In any construction proceeding, the primary rule is that an instrument should be interpreted to reflect the intention of the maker. This intention is not to be gleaned by focusing upon any one sentence or provision, but must be ascertained from an examination of the entire document ( Matter of Jones, 38 N.Y.2d 189; Matter of Kosek, 31 N.Y.2d 475; Matter of Flyer, 23 N.Y.2d 579; Matter of Thall, 18 N.Y.2d 186; Matter of Dammann, 12 N.Y.2d 500; Matter of Larkin, 9 N.Y.2d 88; Matter of Fabbri, 2 N.Y.2d 236). In reading the words used, the circumstances surrounding the testatrix at the time of execution may be considered ( Matter of Larkin, supra; Matter of Brew, 7 A.D.2d 364; Matter of Lutz, 202 Misc. 903).
If the court, upon reading the will in this setting, discerns a dominant purpose or plan of distribution, the individual parts of the will must be read in relation to that purpose and given effect accordingly ( Roe v Vingut, 117 N.Y. 204, 212). This is true despite the fact that a literal reading of the portion under construction might yield an inconsistent or contradictory meaning because of the use of awkward language inadvertently or carelessly chosen ( Haug v Schumacher, 166 N.Y. 506, 513; Williams v Jones, 166 N.Y. 522, 533). As the Court of Appeals pointed out in an early opinion: "[i]f we can see that the inapt, or careless, use of language by the testator has created the difficulty in ascertaining his intention, but, nevertheless, feel certain as to what he meant, from reading the whole instrument in connection with the clause in question, we may subordinate the language to that meaning." ( Matter of Miner, 146 N.Y. 121, 130-131.)

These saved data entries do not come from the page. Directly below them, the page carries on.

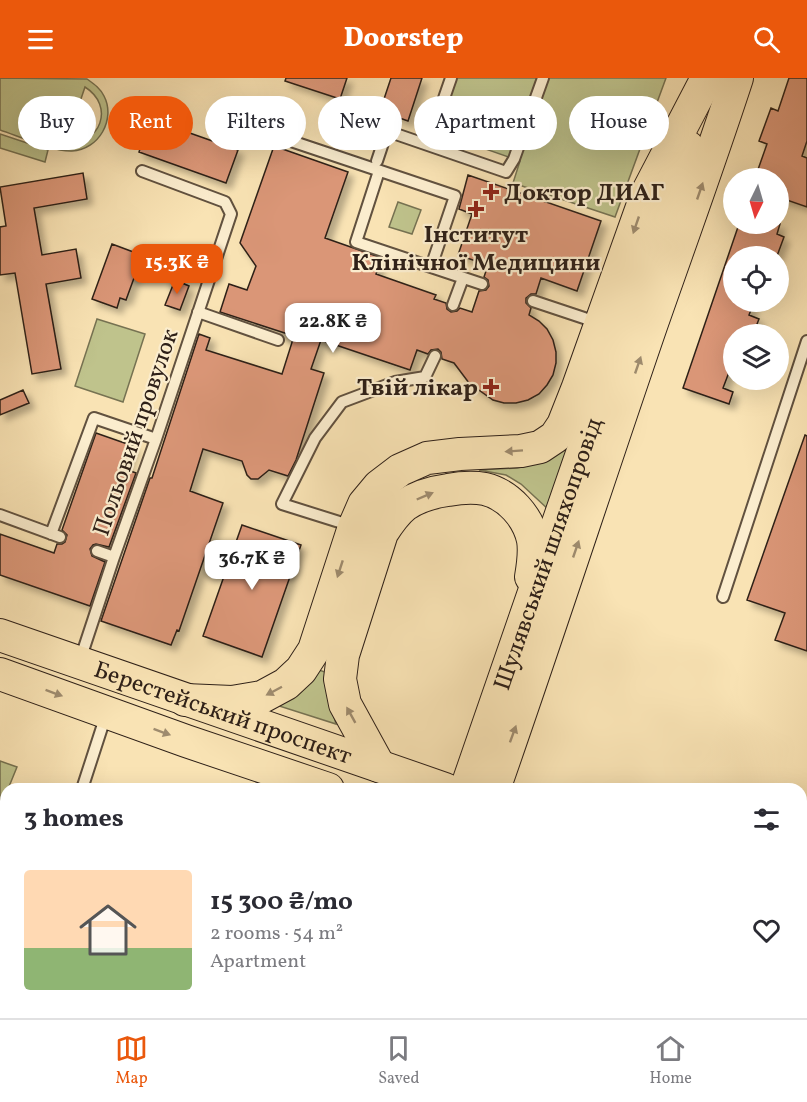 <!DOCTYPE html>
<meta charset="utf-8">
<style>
:root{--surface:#fff;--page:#f7f7f7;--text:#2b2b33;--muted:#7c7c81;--line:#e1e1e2;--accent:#ea580c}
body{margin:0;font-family:Vollkorn,serif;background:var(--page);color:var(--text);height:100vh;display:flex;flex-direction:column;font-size:22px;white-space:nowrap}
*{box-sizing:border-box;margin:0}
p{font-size:20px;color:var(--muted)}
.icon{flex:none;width:33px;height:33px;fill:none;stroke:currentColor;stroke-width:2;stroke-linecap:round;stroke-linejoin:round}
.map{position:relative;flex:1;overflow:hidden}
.panel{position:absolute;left:0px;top:705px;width:807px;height:236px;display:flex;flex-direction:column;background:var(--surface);border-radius:18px 18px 0 0;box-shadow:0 6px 24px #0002}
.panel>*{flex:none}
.top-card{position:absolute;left:18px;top:18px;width:771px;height:54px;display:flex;gap:12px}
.needle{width:39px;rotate:185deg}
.fabs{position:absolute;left:723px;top:90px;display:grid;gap:12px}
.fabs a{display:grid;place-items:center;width:66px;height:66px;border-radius:50%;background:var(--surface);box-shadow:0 6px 24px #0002;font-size:30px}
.price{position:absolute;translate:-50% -51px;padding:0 14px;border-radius:12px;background:#fff;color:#222;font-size:20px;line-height:39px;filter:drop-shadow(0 2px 3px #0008)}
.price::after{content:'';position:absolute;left:50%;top:36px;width:18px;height:14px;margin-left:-9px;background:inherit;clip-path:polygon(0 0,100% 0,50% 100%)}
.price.on{background:var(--accent);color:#fff}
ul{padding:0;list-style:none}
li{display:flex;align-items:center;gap:18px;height:150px;padding:0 24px}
li span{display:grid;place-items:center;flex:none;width:168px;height:120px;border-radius:6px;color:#555}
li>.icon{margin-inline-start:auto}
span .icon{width:72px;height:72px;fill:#fffc;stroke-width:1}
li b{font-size:26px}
h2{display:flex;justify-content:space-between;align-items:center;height:72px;padding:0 24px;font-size:26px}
.pill{padding:0 21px;border-radius:27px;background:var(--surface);box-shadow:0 6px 24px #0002;font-size:21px;line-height:54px}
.pill.on{background:var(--accent);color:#fff}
header{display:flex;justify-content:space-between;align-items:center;height:78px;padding:0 24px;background:var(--accent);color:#fff;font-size:27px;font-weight:800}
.menu{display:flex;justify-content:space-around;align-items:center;height:84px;border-top:2px solid var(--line);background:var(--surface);font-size:16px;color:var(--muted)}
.menu a{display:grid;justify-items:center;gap:3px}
.menu .on{color:var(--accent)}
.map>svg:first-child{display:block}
</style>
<header><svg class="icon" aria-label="menu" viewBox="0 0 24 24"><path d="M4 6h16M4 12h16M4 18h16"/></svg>Doorstep<svg class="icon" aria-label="search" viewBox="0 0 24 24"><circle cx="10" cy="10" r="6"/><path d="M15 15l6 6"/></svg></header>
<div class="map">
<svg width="807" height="940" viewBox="0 0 807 940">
<defs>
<filter id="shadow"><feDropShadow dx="5.5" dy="5.5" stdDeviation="3" flood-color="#0004"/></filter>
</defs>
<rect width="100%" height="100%" fill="#f9e3b4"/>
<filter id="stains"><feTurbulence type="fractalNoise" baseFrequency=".00333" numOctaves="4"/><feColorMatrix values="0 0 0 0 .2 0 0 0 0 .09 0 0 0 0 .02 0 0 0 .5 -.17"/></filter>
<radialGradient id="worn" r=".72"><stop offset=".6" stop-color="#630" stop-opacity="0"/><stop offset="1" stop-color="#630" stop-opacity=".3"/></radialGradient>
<!-- green -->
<path fill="#bfc38c" stroke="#767252" stroke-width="1.5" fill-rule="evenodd" d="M 0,0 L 87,1 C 94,6 100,10 104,18 C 116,41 99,72 72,73 C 55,74 18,58 0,52 ZM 85,9 C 115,28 101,67 66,65 Z
M 454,0 L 666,0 L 615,139 L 513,105 L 520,83 L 434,53 Z
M 0,56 L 48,72 L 45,84 L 0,70 Z
M 398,124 L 421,132 L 412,156 L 389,149 Z
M 97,241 L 145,256 L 123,324 L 75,308 Z
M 578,348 L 549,432 L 521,406 L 506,397 L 479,392 L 517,390 L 539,385 Z
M 316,591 L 325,594 L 329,620 L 336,646 L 276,627 Z
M 0,683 L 17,689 L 8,711 L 6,711 L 6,716 L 0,730 Z
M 0,735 L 6,737 L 6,760 L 0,758 Z
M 6,799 L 6,868 L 0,858 L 0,837 Z
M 801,922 L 806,924 L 801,940 L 574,940 L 576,934 L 801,934 Z
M 20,935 L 20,934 L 76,935 L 59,940 L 17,940 Z"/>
<!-- building -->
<path fill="#da9677" stroke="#2e2018" stroke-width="1.5" filter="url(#shadow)" d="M 286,0 L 347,0 L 340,21 L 285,3 Z
M 391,0 L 422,0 L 408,43 L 380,33 Z
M 789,0 L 807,0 L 807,63 L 802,78 L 807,80 L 807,129 L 778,119 L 778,100 L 755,100 L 767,66 L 759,63 L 771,30 L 778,33 Z
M 150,41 L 238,72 L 226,105 L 139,74 Z
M 274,68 L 348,94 L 325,160 L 382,180 L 376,196 L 436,217 L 434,221 L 446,225 L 447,231 L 451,234 L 457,233 L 460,230 L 472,234 L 479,213 L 486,212 L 489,208 L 488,202 L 484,199 L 488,187 L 458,177 L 472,136 L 459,131 L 468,97 L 601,143 L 577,213 L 541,200 L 536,216 L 531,216 L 526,220 L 526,225 L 531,230 L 529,237 L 539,243 L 547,251 L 553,262 L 556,274 L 556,285 L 553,297 L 547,307 L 539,316 L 528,322 L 516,325 L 504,325 L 493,322 L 469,305 L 454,285 L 442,281 L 441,274 L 438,271 L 431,272 L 428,276 L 417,272 L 410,292 L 321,262 L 311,291 L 324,295 L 296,382 L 288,398 L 269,392 L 258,401 L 251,401 L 247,397 L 242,383 L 203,371 L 190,413 L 223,425 L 179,553 L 177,552 L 171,567 L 101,543 L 150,400 L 152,400 L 199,256 L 210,260 L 206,272 L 282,296 L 294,258 L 220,234 L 229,206 L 247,212 L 256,188 L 240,165 Z
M 83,95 L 87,121 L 34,130 L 42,177 L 76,171 L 81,200 L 46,206 L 61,291 L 32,296 L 15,195 L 0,197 L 0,149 L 6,148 L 0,109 Z
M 739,146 L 780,146 L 777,156 L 784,159 L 777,178 L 734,178 L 734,224 L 754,224 L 749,237 L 759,241 L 753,256 L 734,256 L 734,281 L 723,310 L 733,314 L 729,326 L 683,310 Z
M 112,166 L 136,175 L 132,188 L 138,189 L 126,222 L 120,220 L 117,230 L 92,221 Z
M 175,202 L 189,208 L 180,232 L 165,227 Z
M 23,312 L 29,325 L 0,337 L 0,322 Z
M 96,355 L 133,368 L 125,391 L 136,395 L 109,469 L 96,466 L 93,467 L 90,471 L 92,478 L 105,484 L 90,528 L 0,497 L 0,456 L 54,475 L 57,466 L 62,466 L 65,464 L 67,457 L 62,452 Z
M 805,357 L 807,358 L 807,573 L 775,562 L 785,535 L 747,522 Z
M 242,447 L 301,467 L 262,579 L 203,558 Z"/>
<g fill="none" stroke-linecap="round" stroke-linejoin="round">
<!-- lane casing -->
<g stroke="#61513f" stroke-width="14">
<path id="lane" d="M 288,62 L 455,118 L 431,189
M 426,66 L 433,52 L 451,0
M 377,83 L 387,53 L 506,94 L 514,81 L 543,0
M 379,93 L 356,164 L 482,206
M 533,223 L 599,245
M 453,227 L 463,200
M 198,234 L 278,262
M 0,437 L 60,459
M 352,448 L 282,426 L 315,360 L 342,324 L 395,304 L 425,299 L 435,278
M 51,456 L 94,340 L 156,361
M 97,473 L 114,479
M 723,519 L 807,263
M 80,582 L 114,479 L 156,361 L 231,136 L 225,124 L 142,93
M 82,711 L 106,637
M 0,888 L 6,890
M 188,934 L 203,940
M 0,940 L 6,925
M 97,940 L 99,934"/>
</g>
<!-- primary casing -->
<g stroke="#2e2018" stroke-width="34">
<g id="primary">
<path id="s1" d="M 0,557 L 445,711"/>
<path d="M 0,596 L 186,663 L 328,711"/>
<path d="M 185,622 L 232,624 L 262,619 L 286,606 L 301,592 L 314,572 L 354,449 L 364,426 L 379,408 L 400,392 L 427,380 L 460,376 L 521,373 L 540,369 L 555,359 L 563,347 L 578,309 L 647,115 L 707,0"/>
<path d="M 379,688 L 345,626 L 340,601 L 343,577 L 382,455 C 389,444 395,435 405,427 C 418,418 433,414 448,412 C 459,410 474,409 485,411 C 509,417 528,439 533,462 C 535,474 533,487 531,499"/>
<path id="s2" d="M 466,711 L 688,69"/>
<path d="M 494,711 C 548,557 598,402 651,248 C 680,165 710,83 737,0"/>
<path d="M 801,834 L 807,836"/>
<path d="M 801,879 L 807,881"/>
<path d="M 290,934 L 298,940"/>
<path d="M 387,940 L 389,934"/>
<path d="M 414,940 L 416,934"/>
</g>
</g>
<!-- lane -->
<use href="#lane" stroke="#fbedce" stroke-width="10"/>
<!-- primary -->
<use href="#primary" stroke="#f9e3b4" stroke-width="32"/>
</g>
<!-- one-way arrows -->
<defs><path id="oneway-solid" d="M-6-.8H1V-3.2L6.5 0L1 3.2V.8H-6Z" transform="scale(1.5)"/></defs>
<g fill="#9e8b6e">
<use href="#oneway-solid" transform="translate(700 113) rotate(-71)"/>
<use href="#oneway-solid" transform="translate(636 147) rotate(109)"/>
<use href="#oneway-solid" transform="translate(638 287) rotate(-71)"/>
<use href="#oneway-solid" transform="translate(514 373) rotate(176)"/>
<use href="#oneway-solid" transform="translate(425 418) rotate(-23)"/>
<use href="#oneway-solid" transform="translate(576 471) rotate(-71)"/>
<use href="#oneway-solid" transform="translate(340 491) rotate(108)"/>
<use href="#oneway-solid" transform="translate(274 613) rotate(152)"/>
<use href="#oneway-solid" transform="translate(54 615) rotate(20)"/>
<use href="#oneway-solid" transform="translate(351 637) rotate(-119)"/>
<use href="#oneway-solid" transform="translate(162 654) rotate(20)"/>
<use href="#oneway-solid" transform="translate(513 656) rotate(-70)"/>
</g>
<!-- markers -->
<g fill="#8f2418" stroke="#fbedce" stroke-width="2">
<path d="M488 105h6v6h6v6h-6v6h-6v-6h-6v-6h6z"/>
<path d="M473 122h6v6h6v6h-6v6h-6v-6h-6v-6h6z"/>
<path d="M488 300h6v6h6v6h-6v6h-6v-6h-6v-6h6z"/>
</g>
<g text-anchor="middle" stroke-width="4.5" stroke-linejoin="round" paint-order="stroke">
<!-- poi labels -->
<g font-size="24" font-weight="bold" fill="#2e2018" stroke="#fbedce" text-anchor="start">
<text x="504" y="122">Доктор ДИАГ</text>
<text x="476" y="164" text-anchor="middle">Інститут<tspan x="476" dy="28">Клінічної Медицини</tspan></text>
<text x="478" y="317" text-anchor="end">Твій лікар</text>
</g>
<!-- street labels -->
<g font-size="24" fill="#2e2018" stroke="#fbedce">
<text transform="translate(135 354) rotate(-71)" y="8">Польовий провулок</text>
<text dy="8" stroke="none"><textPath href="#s2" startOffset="249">Шулявський шляхопровід</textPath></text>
<text dy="8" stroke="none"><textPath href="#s1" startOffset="236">Берестейський проспект</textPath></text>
</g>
</g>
<rect width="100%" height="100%" filter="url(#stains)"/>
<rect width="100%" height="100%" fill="url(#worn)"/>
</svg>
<div class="fabs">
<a><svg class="needle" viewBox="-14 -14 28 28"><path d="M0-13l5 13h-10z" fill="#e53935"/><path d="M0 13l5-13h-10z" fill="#7c7c81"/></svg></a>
<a><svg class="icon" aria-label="locate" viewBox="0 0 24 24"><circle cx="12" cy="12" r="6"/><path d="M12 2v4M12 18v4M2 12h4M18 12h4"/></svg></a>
<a><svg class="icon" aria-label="layers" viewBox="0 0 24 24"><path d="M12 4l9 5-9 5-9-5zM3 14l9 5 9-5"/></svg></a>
</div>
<b class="price on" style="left:177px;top:217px">15.3K ₴</b>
<b class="price" style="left:333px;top:276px">22.8K ₴</b>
<b class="price" style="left:252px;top:513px">36.7K ₴</b>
<div class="top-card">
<a class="pill">Buy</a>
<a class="pill on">Rent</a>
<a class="pill">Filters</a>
<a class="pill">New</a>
<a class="pill">Apartment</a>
<a class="pill">House</a>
</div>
<section class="panel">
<h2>3 homes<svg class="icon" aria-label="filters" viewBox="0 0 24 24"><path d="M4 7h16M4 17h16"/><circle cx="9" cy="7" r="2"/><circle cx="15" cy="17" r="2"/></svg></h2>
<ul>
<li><span style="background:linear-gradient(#ffd9b3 65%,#8fb573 0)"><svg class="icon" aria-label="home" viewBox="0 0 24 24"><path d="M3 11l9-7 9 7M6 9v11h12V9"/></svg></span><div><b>15 300 ₴/mo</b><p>2 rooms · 54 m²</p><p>Apartment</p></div><svg class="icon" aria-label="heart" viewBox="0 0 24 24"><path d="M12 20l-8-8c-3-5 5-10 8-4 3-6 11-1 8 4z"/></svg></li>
</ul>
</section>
</div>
<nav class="menu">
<a class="on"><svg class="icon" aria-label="map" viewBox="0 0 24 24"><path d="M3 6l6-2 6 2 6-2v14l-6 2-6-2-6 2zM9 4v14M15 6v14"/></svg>Map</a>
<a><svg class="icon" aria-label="saved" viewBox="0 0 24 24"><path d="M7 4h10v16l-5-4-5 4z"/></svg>Saved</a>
<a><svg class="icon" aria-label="home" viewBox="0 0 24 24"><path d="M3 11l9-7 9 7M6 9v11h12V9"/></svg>Home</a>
</nav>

A will speaks at the date of death of the testator unless a contrary intention appears ( Matter of Goldberg, 275 N.Y. 186). But, a will speaks from its execution as to a specific legacy ( Matter of Ireland, 231 App. Div. 288, revd on other grounds 257 N.Y. 155). In searching for testamentary intent of the testatrix, it is only logical that when she drew her will two months and 12 days after she executed the inter vivos trust agreement, her intention was to dispose of her residuary estate. It was at this point in time, September 28, 1981, she made her calculations on how she wanted her estate distributed.
In considering the effect on the will and the inter vivos trust, the court does not look to what happened when the will became operative, but at what the testatrix intended when she arranged the disposition of her residuary estate ( Matter of Hoffman, 201 N.Y. 247, 255).
The court finds that the residuary estate under the will pours over to the inter vivos trust and is to be distributed as set forth in the inter vivos trust as amended.